Stiamo imparando. La presa del potere avverrà, sempre più, con le armi della coscienza comunitaria, partecipativa, alternativa. E, allo stesso modo, le maggiori sconfitte saranno le sconfitte etiche, della coscienza, della solidarietà, dell’amore. La più recente ribellione del Continente, quella degli zapatisti del Chiapas, ancora balbuziente come un grido, ci sta già insegnando un altro modo di ribellarci, con prospettive maggiori e penetrando nei diversi settori della società; senza canonizzare le armi; canonizzando solo le Cause.

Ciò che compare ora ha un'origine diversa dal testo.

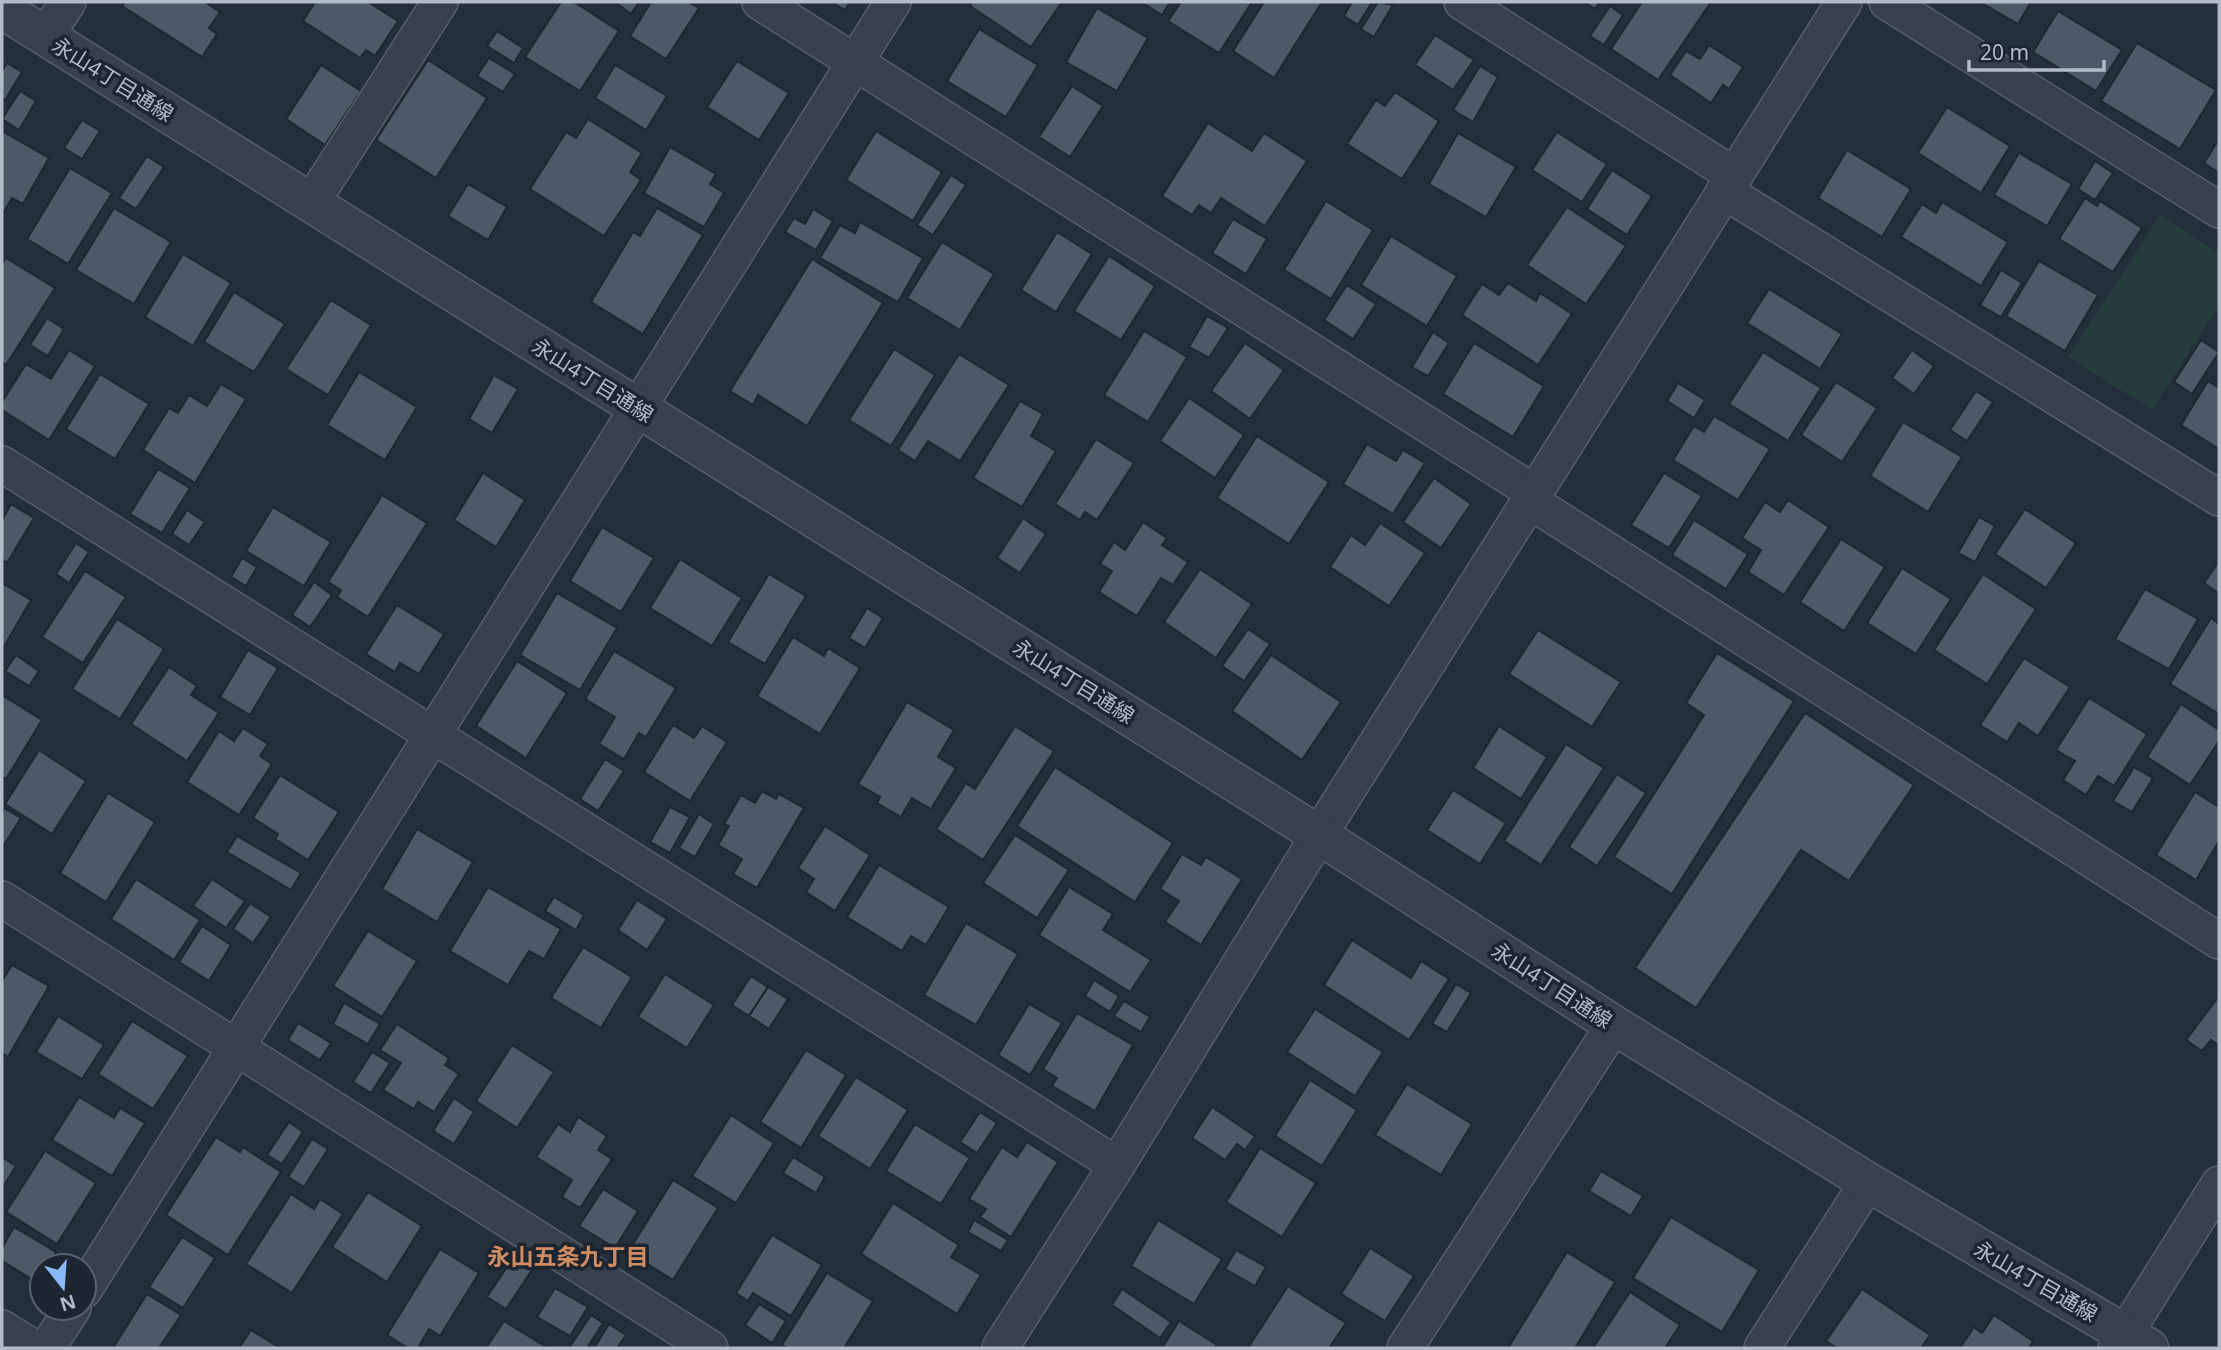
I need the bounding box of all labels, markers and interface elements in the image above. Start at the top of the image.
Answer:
scale bar [1969,28,2104,72]
street label: 永山4丁目通線 [47,31,179,127]
text: 20 m [1980,38,2029,66]
street label: 永山4丁目通線 [527,332,659,428]
street label: 永山4丁目通線 [1008,633,1140,729]
street label: 永山4丁目通線 [1487,936,1617,1034]
street label: 永山4丁目通線 [1969,1234,2103,1328]
district label: 永山五条九丁目 [488,1240,649,1272]
north arrow [28,1252,98,1322]
text: N [57,1289,79,1318]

Nel dettaglio: ecco qui le giornate di solidarietà; le date memorabili; le pubblicazioni; le visite di chi va e viene; gli altri organismi – cristiani o meno, ma impegnati in qualcuna delle grandi Cause -; gli aiuti concreti, anche – campagne, autotassazione, invio di medicine o di alimenti o di abiti -; le veglie; le azioni artistiche; la militanza quotidiana del faccia a faccia, che coscientizza e impegna nella famiglia, nel lavoro, nella comunità.

Terminiamo, per non terminare e continuare a camminare insieme, con un sonetto neobiblico che, nella notte dei poveri, può aiutarci a ricordare da dove viene il giorno e Chi ha l’ultima parola. Uno dei versi di questo sonetto dice che “la notte dei poveri è vigile”. Tutti i poveri “con spirito” e tutti quelli che vogliono essere solidali con i poveri, devono entrare pienamente in questa ardente veglia pasquale.

“Solo un nastro di fiori sorveglia i pressi /del posto di guardia, libere le terre comunitarie. / Tarda la pioggia, ma nell’afa / già esplode la nostra sete di redenti. / Perché Dio si veda Dio ora, /c’è da costruire il Regno, contromano / rispetto a qualunque altro regno; ed è il momento / che questo mondo lupo sia umano. / Che ne è del latifondo, sentinella? / Che ne è della speranza, compagni? / La notte dei poveri è vigile / e il Padrone della terra ha decretato / di aprire tutti i campi e i granai / perché l’eone del lucro è ormai passato”.